I slid down the wall as my legs gave out totally. "How long?"
"Three days."
Three days. After ten years of running and surviving and trying to stay alive, I had three days left.
"There has to be a way to stop it," I whispered.
Zander knelt down in front of me, his eyes full of sadness and pain. "There is. But you're not going to like it."
"Tell me."
"We have to go back to where it started. The Whispering River. And we have to..." He stopped, unable to say the words.
"We have to what?"
"We have to finish your death. Properly this time. The spell will release its hold on both of us, but only if you die in the same place where the magic began."
I stared at him, understanding washing over me like ice water. My mate wasn't my rescue. He was my killer.
"You're asking me to kill myself to save you," I said.

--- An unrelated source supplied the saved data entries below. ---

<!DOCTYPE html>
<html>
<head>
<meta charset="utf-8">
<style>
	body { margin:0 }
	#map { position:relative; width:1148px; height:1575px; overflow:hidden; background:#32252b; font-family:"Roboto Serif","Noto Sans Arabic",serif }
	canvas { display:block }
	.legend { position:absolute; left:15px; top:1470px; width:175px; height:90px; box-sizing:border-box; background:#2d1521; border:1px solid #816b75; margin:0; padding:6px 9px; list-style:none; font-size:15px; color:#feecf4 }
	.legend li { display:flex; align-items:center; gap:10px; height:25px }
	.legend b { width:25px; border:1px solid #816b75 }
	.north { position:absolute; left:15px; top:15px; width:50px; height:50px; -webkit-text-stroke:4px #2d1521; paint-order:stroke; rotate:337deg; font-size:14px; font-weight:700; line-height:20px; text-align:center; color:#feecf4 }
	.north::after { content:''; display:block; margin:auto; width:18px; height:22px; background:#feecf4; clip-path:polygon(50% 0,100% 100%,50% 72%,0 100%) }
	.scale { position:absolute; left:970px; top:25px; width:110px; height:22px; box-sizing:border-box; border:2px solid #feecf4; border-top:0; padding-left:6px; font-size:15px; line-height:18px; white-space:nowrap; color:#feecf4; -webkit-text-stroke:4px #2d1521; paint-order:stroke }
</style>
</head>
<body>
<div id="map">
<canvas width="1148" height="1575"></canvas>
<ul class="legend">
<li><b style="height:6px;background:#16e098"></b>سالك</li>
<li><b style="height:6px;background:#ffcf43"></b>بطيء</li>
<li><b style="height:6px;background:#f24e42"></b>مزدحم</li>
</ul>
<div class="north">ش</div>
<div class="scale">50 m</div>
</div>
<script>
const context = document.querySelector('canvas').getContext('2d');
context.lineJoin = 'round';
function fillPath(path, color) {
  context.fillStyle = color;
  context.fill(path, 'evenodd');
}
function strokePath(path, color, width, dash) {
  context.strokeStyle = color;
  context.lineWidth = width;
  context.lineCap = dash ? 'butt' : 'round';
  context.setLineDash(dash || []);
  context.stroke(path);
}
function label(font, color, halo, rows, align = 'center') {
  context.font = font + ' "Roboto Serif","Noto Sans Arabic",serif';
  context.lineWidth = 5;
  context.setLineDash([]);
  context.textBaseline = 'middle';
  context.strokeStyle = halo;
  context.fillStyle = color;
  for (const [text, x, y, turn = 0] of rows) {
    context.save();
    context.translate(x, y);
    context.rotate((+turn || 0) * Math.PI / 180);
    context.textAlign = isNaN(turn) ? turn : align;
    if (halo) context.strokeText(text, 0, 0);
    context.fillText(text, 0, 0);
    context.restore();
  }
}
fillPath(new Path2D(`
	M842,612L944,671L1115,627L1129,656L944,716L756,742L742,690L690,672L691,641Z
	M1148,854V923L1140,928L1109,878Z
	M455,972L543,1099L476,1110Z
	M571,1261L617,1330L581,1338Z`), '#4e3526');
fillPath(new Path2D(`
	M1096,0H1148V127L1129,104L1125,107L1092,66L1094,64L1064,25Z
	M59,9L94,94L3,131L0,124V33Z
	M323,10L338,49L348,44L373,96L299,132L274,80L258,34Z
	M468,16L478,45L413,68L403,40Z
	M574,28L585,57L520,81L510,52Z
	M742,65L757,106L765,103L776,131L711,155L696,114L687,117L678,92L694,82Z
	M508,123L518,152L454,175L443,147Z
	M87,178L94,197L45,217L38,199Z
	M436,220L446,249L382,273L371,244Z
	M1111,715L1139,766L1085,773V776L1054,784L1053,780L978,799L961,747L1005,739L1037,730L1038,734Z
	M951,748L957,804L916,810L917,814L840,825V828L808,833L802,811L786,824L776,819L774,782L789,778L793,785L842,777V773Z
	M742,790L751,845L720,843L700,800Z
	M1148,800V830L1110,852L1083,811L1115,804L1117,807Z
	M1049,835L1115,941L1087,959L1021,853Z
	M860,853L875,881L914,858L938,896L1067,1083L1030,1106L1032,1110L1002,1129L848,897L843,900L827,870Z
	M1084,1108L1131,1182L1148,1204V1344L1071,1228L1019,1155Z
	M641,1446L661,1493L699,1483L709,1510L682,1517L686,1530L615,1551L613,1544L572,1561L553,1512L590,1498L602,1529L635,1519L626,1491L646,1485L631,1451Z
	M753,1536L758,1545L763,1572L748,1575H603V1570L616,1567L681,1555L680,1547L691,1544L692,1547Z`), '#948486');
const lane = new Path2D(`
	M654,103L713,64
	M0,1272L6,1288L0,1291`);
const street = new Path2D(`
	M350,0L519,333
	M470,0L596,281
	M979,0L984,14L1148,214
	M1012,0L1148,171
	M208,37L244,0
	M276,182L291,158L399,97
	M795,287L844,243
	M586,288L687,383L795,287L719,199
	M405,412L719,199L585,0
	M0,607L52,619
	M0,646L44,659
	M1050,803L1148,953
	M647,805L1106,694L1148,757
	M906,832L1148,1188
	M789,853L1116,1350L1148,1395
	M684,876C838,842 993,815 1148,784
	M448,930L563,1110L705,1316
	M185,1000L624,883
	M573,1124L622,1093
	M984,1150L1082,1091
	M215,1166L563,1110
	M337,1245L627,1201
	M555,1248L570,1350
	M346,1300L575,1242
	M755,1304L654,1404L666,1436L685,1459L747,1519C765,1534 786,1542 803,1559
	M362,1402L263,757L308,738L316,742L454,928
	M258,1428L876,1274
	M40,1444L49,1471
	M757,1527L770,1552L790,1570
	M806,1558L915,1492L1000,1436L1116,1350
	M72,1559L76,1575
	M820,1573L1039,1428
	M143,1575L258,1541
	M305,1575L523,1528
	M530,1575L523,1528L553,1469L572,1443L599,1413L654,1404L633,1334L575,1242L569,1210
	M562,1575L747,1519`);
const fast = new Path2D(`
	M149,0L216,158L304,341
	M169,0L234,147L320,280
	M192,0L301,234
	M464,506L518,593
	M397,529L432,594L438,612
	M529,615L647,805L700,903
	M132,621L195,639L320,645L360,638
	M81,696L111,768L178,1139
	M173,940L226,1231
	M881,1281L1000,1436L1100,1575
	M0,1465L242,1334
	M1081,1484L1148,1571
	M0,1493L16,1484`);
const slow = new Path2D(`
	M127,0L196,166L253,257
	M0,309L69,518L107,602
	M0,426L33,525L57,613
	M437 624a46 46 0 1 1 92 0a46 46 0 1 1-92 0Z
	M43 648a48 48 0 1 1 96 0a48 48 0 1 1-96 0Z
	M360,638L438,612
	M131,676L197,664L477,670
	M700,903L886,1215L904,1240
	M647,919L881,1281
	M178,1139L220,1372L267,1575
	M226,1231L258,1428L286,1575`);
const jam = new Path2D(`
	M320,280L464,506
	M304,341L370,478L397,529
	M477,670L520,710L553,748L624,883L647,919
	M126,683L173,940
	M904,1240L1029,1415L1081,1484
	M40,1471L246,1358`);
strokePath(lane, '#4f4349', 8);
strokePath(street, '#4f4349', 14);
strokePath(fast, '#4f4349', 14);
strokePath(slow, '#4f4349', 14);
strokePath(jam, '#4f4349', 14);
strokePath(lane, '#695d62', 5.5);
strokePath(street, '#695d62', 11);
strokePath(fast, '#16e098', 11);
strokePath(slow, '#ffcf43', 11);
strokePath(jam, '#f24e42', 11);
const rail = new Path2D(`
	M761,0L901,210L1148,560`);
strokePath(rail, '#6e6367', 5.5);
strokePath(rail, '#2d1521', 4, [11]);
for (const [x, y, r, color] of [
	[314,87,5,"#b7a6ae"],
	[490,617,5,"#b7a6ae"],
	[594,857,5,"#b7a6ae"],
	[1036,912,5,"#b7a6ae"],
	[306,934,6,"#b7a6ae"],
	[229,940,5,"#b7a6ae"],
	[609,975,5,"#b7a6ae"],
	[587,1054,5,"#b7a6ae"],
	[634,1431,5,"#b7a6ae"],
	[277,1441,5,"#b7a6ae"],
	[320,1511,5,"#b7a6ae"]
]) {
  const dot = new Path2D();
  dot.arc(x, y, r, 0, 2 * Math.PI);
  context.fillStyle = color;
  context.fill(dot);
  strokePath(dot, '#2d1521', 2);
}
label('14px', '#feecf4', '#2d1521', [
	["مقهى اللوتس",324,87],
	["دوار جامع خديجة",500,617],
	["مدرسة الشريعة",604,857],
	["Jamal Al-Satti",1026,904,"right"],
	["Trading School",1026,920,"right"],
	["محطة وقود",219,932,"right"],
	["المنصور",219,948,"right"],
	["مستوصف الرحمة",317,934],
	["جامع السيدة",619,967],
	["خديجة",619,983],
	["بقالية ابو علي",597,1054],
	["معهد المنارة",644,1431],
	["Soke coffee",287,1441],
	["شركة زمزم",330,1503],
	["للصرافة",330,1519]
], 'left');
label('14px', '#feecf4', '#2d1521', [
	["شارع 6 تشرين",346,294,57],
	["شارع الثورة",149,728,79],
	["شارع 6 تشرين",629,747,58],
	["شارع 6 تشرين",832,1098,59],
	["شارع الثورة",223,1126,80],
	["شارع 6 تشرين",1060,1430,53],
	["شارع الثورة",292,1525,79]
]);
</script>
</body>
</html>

"No." His voice was fierce now. "I'm asking you to trust me. There's another way, but it's dangerous and it might not work."
"What other way?"
He reached out like he wanted to touch my face, then pulled his hand back. "We fake your death. Trick the magic into thinking it's complete. But if we get it wrong, if we mess up even a little bit..."
"We both die anyway."
"We both die anyway," he agreed.
I closed my eyes and tried to think. Trust the mate who'd made a deal to kill me? Or spend my last three days running from a magic spell that would hunt me down no matter where I went?
When I opened my eyes, Zander was watching me with desperate hope.

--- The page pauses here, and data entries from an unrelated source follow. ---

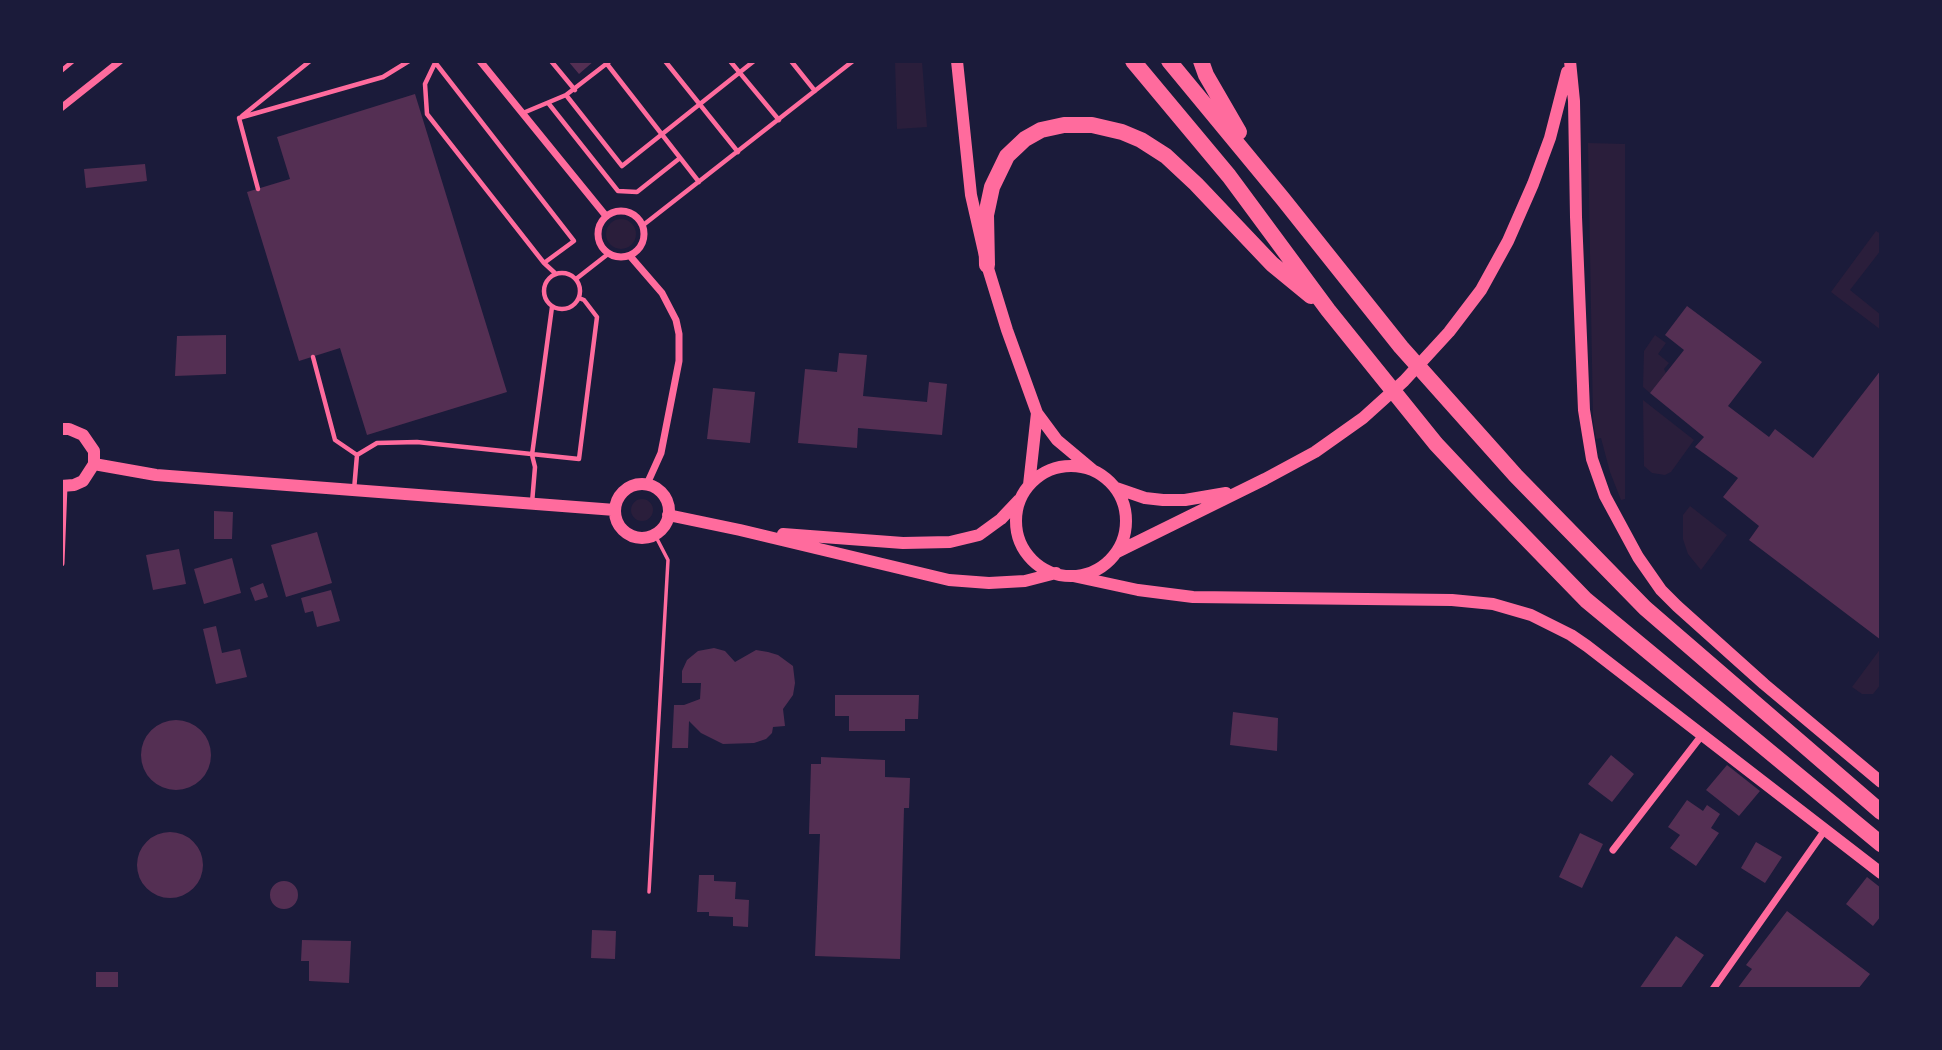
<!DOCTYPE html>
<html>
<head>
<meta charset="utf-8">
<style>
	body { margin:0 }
	#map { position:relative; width:1942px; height:1050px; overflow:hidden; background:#1b1b3a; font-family:Ubuntu,sans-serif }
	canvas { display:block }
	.frame { position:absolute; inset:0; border:63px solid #1b1b3a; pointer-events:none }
</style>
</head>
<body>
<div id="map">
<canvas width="1942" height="1050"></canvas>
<div class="frame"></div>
</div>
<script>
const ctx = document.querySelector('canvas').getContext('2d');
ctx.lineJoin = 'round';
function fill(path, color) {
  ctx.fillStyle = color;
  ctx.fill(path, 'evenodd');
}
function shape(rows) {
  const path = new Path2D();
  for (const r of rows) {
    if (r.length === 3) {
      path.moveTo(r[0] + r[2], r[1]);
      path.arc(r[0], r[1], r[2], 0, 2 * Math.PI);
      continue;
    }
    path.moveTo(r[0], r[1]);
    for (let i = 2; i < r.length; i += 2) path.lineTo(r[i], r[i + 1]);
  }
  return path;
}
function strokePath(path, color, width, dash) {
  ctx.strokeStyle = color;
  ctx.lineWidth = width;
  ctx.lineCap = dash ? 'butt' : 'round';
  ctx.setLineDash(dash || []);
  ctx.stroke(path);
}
fill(shape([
	[895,61,922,61,927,127,897,129],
	[1588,143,1625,144,1625,499,1621,500,1610,472,1601,438,1596,439,1593,419],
	[621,234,15],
	[1876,231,1881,234,1881,250,1850,290,1881,315,1881,330,1831,292],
	[1655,335,1666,343,1658,354,1669,363,1664,369,1666,373,1650,393,1643,387,1644,351],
	[1643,400,1694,440,1671,472,1665,475,1652,473,1644,466],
	[642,510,11],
	[1690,506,1727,535,1701,570,1688,554,1683,539,1683,515],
	[1881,648,1881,684,1873,694,1862,694,1852,687]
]), '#2a1e3b');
fill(shape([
	[568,61,594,61,579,74],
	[415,94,507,392,367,435,340,348,299,361,247,192,290,179,277,137],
	[145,164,147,181,86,188,84,169],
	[1687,306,1762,362,1728,406,1769,437,1775,429,1813,458,1881,370,1881,640,1749,540,1759,526,1723,497,1738,478,1695,447,1704,437,1650,393,1684,350,1665,335],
	[226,335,226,374,175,376,177,336],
	[839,353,867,355,863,396,927,402,929,382,947,384,942,435,858,428,857,448,798,443,805,369,837,372],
	[713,388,755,392,750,443,707,439],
	[214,511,233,512,232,539,214,539],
	[317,532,332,583,286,597,271,545],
	[179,549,186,584,153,590,146,555],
	[232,558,241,593,204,604,194,569],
	[263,583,268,597,255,601,250,588],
	[331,590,340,621,317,627,313,611,305,613,301,598],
	[216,626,222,653,240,649,247,677,216,684,203,629],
	[714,648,725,651,735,662,756,650,768,652,778,655,793,666,795,683,793,695,783,709,785,726,773,727,772,733,766,739,754,743,723,744,701,733,689,721,688,748,672,748,674,705,684,705,700,699,701,683,682,683,682,671,687,660,698,651],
	[835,695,919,695,918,719,905,719,905,731,849,731,849,716,835,716],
	[1233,712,1278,718,1277,751,1230,745],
	[176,755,35],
	[1611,755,1634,774,1612,802,1588,784],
	[821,757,885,760,885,777,910,778,909,808,904,808,900,959,815,956,820,834,809,834,811,764,821,764],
	[1727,765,1760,791,1739,816,1706,790],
	[1687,800,1703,811,1707,805,1720,814,1711,828,1719,833,1696,866,1670,848,1680,835,1668,827],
	[170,865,33],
	[1580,833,1603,844,1582,888,1559,877],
	[1756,842,1782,857,1765,883,1741,868],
	[699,875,714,875,714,881,736,882,735,899,749,900,748,927,733,926,733,917,709,916,709,912,697,912],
	[1867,877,1881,888,1881,916,1873,926,1846,904],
	[284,895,14],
	[1787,911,1870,974,1858,989,1737,989,1752,969,1746,965],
	[592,930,616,931,615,959,591,958],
	[1676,936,1704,955,1680,989,1639,989],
	[302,940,351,941,349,983,309,981,309,961,301,961],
	[96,972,118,972,118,989,96,988]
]), '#542f53');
strokePath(shape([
	[649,892,668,560,655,535]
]), '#ff6b9d', 3.5);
strokePath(shape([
	[434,61,574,241,544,263,427,114,425,84,435,63],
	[551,61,575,90],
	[665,61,738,152],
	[730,61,779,120],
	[791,61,815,91],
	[607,64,699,182],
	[61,71,73,61],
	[566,95,622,166,754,61],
	[549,104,618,191,637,192,680,158],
	[523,113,566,95,610,61],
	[242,116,310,61],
	[239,118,383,77,409,61],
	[239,118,258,189],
	[642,226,853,61],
	[544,263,556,274],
	[562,291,18],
	[576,279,608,254],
	[313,357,335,440,357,455,354,490],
	[357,455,377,443,417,442,579,459,597,317,584,300,579,298],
	[532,503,535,467,532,455,552,307]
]), '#ff6b9d', 4.5);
strokePath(shape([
	[480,61,606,216],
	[61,108,120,61],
	[621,234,23],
	[630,256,662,293,676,320,679,334,679,361,661,453,647,484],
	[61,563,64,486],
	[1613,850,1702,735],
	[1713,989,1825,830]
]), '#ff6b9d', 7);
strokePath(shape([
	[957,61,971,195,987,265,1007,330,1037,413,1057,440,1094,471],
	[1570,61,1574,101,1576,217,1584,410,1592,459,1605,496,1638,557,1661,590,1677,606,1764,684,1881,782],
	[61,429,69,429,83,435,94,451,94,464,83,481,74,485,61,486],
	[94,464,156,475,615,510],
	[1071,521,55],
	[642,511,27],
	[1029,485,1037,413],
	[1116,488,1145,498,1163,500,1185,500,1226,493],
	[668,515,740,530,949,580,989,583,1025,581,1056,573],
	[783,534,903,543,950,542,979,535,1001,519,1019,500],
	[1117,552,1265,479,1315,452,1363,418,1404,381,1449,332,1481,290,1508,241,1533,184,1550,138,1567,72],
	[1073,576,1138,590,1193,597,1452,600,1493,604,1531,615,1571,635,1587,646,1881,873]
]), '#ff6b9d', 12);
strokePath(shape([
	[1133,61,1229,176,1328,310,1436,444,1483,494,1586,600,1881,844],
	[1169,61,1283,199,1401,347,1516,476,1645,608,1881,812],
	[1201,61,1206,75,1239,132],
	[987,265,986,215,992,187,1007,156,1025,139,1041,130,1064,125,1092,125,1122,132,1141,140,1166,156,1196,184,1272,264,1311,296]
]), '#ff6b9d', 16);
</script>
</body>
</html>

"Why should I trust you?" I asked.
"Because," he said softly, "I just realized that I'd rather die trying to save you than live knowing I killed you."
The partner bond purred at his words, trying to convince me he was telling the truth. But before I could answer, a new smell hit my nose.
Wolf. Multiple wolves. Moving fast and getting closer.
Zander's head snapped up, his nostrils burning. "Patrol. My patrol."
"So?"
His face went grim. "So I told them to kill any rogues they found on sight. And officially, you're still a rogue."
The sound of paws hitting the ground got louder. They'd be here in less than a minute.
"Hide," Zander ordered.
"Where? This cabin has one room!"
He looked around anxiously, then grabbed my arm. "Can you shadow-walk us both?"
"I don't know! I've never tried!"
The wolves were almost here. I could hear them breathing, smell their joy at finding prey.
"Try," Zander said. "Because if they see you with me, they'll think I've gone soft. They'll challenge my command and kill you anyway."
I reached for my shadow skills, but I was so weak from blood loss and fear that I could barely feel them.
"I can't," I gasped. "I'm too tired."
The first wolf burst through the opening in full shift, teeth bared and ready to kill.
And that's when Zander did something that shocked me to my core.
He stepped in front of me, protecting me with his own body.
"Stand down," he ordered his patrol.
But the lead wolf didn't stop. He leaped straight at Zander's throat, and I realized with fear that this wasn't just a patrol.
This was a coup. And my mate was about to die protecting the rogue he was meant to kill.